Today, the Bridgeport site includes six large buildings and six smaller outbuildings, an inactive flight field, and eight acres of parking. The locations of several former buildings have been graded and paved with asphalt, although underground utilities, slabs and foundations were left in place.
Past activities at the site resulted in the release primarily of the solvent tetrachloroethene (PCE) and polychlorinated biphenyls (PCBs).
Since 1988 106 areas of concern have been identified at the site, 29 of which required either remediation or introduction of land-use controls.
- Soil at six areas of concern was excavated and transported off-site for appropriate disposal; three areas where polychlorinated biphenyls (PCBs) were detected above 10 ppm were either excavated, or consolidated and capped in place. Lockheed Martin plans to voluntarily remove the remaining consolidated PCB-impacted soil where the PCB concentration exceeds 10 ppm in 2018.
- Fill covering the site contained several contamination hot spots. The affected soil was excavated and disposed of at a licensed landfill. The pavement in several areas was upgraded to provide a more secure cap, and landscaping covers other areas.

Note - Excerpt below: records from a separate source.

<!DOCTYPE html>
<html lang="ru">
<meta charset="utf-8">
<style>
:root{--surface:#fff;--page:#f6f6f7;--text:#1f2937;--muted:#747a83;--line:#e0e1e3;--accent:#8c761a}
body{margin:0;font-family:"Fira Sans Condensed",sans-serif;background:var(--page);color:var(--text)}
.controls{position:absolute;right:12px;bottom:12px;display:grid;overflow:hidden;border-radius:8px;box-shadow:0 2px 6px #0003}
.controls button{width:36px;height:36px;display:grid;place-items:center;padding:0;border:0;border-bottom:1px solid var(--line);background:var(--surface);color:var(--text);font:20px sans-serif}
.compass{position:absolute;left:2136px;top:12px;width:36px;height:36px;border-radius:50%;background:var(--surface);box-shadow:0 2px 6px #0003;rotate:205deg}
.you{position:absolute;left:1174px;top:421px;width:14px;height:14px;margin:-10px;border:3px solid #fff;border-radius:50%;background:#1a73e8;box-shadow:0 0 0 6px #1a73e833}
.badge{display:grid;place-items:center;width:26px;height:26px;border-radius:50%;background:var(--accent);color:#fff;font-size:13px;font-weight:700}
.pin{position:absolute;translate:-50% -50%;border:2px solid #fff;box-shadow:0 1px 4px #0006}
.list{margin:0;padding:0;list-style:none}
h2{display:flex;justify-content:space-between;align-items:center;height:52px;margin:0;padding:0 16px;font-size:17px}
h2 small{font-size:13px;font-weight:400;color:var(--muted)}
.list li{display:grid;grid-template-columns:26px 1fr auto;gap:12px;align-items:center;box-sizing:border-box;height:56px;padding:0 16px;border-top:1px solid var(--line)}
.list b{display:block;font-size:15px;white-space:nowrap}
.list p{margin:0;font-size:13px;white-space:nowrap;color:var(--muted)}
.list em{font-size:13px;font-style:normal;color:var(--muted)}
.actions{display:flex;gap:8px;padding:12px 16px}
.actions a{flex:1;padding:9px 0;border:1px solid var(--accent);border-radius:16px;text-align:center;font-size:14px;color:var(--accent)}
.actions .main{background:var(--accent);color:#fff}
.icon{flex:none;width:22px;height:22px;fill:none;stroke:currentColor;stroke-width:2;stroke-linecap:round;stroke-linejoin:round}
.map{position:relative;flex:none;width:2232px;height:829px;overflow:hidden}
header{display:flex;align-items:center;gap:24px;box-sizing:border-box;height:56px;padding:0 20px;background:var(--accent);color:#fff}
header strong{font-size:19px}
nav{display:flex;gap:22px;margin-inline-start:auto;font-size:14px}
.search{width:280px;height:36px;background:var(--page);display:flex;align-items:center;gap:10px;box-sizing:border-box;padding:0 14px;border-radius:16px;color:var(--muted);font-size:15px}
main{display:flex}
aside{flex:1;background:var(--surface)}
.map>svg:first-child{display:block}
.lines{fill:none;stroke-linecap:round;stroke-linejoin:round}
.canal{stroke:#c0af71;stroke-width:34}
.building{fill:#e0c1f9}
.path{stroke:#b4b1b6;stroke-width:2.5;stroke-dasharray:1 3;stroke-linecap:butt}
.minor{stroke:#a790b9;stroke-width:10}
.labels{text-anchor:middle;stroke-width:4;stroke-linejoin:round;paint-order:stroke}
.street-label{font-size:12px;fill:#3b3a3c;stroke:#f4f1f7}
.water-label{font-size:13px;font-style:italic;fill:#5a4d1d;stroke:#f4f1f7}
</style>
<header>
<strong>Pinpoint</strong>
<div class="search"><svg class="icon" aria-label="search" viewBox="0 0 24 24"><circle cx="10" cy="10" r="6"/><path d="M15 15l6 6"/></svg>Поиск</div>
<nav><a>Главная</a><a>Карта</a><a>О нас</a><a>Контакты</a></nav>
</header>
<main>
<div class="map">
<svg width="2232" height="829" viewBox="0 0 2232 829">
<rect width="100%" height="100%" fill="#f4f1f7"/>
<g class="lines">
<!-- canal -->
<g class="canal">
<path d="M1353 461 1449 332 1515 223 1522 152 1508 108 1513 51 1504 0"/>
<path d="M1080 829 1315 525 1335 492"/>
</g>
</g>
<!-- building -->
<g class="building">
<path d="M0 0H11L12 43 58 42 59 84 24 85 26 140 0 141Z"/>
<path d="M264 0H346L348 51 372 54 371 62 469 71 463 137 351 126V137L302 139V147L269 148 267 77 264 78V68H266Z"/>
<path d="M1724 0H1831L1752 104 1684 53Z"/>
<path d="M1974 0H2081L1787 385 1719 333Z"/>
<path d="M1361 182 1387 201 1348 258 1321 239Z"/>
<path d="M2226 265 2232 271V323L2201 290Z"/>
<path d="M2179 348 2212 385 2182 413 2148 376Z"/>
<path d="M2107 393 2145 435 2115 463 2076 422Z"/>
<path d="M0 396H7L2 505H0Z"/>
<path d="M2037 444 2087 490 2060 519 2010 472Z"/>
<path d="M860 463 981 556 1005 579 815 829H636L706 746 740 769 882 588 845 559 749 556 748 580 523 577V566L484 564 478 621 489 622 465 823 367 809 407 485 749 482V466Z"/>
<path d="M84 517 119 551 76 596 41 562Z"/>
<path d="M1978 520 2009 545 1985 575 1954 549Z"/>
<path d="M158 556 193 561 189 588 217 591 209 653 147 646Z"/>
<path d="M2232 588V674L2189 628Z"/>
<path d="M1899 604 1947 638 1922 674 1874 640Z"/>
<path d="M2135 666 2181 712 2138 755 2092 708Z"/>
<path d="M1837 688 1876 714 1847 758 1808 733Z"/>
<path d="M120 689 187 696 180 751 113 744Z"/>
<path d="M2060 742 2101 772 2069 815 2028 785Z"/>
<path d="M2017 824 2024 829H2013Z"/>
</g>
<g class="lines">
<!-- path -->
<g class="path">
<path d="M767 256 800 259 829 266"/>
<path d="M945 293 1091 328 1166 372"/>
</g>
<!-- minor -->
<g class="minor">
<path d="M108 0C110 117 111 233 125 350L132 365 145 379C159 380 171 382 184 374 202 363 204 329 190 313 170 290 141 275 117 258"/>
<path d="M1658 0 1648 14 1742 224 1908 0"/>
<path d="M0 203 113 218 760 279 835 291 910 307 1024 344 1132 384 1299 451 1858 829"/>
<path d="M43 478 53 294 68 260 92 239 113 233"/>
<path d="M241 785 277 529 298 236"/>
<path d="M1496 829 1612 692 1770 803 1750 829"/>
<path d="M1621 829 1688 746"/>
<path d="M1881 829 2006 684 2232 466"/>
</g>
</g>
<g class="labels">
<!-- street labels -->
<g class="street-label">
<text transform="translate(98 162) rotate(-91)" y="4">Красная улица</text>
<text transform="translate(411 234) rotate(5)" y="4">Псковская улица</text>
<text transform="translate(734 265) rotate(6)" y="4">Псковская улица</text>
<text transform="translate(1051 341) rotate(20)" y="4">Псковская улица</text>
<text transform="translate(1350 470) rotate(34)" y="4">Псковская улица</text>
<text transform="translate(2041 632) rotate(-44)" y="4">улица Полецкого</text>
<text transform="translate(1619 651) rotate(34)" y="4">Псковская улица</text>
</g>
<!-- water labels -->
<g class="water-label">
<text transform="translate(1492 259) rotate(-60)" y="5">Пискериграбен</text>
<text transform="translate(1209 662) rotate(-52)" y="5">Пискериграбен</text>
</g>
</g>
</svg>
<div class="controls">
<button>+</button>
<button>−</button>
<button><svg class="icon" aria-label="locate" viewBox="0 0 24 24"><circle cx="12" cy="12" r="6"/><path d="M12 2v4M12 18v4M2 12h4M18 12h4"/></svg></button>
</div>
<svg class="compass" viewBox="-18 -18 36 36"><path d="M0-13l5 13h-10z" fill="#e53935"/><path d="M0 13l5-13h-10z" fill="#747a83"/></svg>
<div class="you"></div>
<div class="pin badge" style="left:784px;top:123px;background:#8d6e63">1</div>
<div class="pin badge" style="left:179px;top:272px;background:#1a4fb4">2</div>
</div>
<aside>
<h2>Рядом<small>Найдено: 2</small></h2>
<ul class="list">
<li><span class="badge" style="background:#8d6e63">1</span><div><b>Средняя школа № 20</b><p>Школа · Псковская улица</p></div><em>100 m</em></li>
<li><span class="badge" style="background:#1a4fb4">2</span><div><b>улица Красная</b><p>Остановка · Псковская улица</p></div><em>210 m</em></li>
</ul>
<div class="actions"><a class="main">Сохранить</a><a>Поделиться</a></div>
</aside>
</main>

- Soil vapor in three areas beneath the main manufacturing buildings exceeded criteria for several volatile organic compounds; these were reduced using vapor extraction systems.
- A plume contaminated with a solvent that most likely came from a leaking tank (the tank was removed), was found in groundwater perched atop the layer of silt and clay that underlies a portion of the Bridgeport site. While the levels of the contaminant are below surface water protection standards, and the Connecticut Department of Energy and Environmental Protection (CT DEEP) notes no further action is required for this plume, Lockheed Martin is voluntarily investigating ways to further remediate the condition.
Groundwater and soil vapor at the site is monitored on a 15-month schedule and results are provided to the Connecticut DEEP.